## TASK TO CARRY OUT
Restate exactly, and only, the lines spanning from the one with "stroke(path, '#cdcdcd', 3.5, [3.5, 3.5]);" to the end of the records below.

## MATERIAL PROVIDED
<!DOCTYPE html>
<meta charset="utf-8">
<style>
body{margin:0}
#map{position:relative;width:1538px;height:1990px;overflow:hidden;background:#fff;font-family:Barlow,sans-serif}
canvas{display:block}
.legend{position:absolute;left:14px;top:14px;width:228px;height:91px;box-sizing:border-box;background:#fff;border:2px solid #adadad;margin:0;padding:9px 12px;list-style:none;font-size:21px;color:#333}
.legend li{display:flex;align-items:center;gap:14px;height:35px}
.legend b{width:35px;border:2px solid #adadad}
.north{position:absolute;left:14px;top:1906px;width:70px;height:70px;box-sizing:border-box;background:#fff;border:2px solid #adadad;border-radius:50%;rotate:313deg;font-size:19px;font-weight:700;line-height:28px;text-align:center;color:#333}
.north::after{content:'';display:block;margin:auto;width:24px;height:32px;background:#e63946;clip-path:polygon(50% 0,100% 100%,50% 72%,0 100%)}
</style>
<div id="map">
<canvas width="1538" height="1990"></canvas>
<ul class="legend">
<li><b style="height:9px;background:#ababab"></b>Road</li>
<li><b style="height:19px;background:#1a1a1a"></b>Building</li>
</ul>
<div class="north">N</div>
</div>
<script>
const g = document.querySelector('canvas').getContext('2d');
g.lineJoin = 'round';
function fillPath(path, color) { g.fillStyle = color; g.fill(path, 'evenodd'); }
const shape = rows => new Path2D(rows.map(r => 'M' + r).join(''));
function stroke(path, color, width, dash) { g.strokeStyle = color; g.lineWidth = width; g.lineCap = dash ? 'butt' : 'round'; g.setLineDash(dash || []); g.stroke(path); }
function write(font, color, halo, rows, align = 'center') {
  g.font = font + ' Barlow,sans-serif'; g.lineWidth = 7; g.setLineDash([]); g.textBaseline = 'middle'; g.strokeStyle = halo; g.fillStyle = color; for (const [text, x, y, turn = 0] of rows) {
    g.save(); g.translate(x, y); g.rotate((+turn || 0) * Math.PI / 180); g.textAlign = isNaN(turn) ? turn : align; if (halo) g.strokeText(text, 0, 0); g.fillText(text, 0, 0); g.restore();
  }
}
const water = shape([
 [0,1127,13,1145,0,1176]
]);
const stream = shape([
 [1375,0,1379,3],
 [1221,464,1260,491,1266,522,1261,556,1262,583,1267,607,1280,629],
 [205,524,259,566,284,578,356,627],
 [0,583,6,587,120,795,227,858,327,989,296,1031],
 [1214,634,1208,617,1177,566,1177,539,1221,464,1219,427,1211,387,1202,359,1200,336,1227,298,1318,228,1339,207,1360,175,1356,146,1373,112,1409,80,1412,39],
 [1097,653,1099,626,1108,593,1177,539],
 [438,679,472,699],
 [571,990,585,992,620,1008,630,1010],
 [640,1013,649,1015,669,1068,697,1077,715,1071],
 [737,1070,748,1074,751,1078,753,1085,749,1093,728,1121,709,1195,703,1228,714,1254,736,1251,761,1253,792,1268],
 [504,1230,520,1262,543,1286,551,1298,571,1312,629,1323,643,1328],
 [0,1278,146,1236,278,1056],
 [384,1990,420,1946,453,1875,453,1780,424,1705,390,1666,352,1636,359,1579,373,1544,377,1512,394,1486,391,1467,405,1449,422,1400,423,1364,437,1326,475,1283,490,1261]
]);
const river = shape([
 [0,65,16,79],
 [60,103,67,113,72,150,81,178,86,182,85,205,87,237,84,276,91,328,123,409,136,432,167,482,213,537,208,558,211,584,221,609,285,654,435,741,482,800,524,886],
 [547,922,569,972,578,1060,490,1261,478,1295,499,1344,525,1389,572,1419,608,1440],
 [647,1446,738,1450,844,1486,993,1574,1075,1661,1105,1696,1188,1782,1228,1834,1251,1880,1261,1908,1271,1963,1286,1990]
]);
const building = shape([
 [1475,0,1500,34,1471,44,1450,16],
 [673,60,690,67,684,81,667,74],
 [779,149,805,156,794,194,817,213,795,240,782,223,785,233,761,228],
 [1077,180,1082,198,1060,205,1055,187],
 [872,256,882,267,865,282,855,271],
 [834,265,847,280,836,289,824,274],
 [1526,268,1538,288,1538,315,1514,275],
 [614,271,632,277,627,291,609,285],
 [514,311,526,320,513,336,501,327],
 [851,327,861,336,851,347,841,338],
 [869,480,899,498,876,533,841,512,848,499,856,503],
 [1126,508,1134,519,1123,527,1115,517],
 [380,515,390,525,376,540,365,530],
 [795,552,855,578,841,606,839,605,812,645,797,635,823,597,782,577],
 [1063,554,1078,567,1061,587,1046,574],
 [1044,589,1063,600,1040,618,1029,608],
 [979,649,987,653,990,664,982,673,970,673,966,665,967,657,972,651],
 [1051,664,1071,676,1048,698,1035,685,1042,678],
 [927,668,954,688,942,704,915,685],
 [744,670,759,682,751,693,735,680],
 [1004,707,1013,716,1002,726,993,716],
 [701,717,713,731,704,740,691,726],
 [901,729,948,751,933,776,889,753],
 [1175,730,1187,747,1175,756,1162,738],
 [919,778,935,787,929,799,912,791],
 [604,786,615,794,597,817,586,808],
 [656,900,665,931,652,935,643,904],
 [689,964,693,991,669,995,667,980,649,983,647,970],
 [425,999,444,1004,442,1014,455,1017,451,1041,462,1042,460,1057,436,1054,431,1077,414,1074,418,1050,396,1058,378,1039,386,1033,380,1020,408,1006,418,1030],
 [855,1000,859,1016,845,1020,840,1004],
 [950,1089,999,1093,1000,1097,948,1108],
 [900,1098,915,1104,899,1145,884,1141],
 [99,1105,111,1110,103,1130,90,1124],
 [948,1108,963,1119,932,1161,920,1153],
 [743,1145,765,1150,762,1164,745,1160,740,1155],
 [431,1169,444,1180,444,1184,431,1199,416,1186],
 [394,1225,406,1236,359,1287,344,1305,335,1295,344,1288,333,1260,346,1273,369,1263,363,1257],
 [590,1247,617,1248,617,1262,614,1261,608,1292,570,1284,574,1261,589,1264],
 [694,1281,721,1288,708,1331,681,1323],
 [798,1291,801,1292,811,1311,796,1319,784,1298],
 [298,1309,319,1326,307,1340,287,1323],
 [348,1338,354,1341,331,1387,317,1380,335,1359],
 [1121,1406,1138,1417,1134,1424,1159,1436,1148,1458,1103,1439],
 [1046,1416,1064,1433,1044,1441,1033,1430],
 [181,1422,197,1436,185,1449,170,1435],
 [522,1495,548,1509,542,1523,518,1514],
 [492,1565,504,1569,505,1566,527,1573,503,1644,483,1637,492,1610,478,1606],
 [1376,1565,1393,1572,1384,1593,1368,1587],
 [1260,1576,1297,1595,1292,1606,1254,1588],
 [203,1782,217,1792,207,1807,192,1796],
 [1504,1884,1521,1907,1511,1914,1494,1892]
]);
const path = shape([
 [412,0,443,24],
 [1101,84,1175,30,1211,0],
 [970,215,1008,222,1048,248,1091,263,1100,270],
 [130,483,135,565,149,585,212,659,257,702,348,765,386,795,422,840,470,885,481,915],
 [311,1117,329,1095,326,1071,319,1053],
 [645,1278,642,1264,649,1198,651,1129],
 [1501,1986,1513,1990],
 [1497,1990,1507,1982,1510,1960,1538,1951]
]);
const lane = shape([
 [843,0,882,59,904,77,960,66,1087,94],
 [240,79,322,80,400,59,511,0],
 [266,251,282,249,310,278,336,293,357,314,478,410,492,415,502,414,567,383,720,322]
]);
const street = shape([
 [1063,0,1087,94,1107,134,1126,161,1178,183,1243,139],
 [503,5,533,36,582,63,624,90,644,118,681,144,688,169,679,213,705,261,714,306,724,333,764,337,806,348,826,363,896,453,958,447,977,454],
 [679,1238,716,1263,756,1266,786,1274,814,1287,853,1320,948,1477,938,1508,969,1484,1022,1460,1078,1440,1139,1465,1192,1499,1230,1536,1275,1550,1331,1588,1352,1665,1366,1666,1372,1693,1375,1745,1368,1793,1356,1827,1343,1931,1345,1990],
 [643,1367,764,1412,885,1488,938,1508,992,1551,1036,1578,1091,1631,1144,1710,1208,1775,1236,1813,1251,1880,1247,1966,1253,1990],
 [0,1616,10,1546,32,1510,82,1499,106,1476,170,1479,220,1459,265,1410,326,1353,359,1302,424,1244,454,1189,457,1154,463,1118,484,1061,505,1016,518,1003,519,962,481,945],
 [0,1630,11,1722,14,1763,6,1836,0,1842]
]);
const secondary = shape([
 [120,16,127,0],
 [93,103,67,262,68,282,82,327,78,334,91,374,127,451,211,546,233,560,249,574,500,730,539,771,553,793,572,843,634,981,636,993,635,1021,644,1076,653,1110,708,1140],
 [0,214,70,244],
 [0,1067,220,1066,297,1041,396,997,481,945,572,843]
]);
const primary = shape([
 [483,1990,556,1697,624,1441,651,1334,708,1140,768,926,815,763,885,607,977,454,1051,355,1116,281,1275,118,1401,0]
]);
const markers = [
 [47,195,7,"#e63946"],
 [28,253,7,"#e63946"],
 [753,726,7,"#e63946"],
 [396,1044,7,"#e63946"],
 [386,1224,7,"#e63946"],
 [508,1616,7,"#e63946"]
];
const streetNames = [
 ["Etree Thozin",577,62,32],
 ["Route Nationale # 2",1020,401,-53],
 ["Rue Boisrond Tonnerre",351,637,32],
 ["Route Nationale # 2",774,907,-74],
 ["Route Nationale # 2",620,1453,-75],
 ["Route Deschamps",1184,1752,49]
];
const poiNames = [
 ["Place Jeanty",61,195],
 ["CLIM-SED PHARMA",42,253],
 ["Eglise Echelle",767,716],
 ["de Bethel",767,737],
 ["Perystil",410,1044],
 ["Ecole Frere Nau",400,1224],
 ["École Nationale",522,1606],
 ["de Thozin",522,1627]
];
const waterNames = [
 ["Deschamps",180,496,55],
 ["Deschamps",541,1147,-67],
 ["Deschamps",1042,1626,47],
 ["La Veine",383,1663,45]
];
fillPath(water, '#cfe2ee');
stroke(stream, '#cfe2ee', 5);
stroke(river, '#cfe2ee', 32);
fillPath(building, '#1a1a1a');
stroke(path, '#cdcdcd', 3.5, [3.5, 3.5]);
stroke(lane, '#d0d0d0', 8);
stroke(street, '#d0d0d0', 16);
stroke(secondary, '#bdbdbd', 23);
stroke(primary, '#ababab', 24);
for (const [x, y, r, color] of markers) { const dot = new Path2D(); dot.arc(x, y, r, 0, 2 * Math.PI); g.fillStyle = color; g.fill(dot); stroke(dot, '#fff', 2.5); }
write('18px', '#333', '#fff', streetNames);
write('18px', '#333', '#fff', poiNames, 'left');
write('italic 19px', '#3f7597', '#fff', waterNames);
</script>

## WRITTEN ANSWER
stroke(path, '#cdcdcd', 3.5, [3.5, 3.5]);
stroke(lane, '#d0d0d0', 8);
stroke(street, '#d0d0d0', 16);
stroke(secondary, '#bdbdbd', 23);
stroke(primary, '#ababab', 24);
for (const [x, y, r, color] of markers) { const dot = new Path2D(); dot.arc(x, y, r, 0, 2 * Math.PI); g.fillStyle = color; g.fill(dot); stroke(dot, '#fff', 2.5); }
write('18px', '#333', '#fff', streetNames);
write('18px', '#333', '#fff', poiNames, 'left');
write('italic 19px', '#3f7597', '#fff', waterNames);
</script>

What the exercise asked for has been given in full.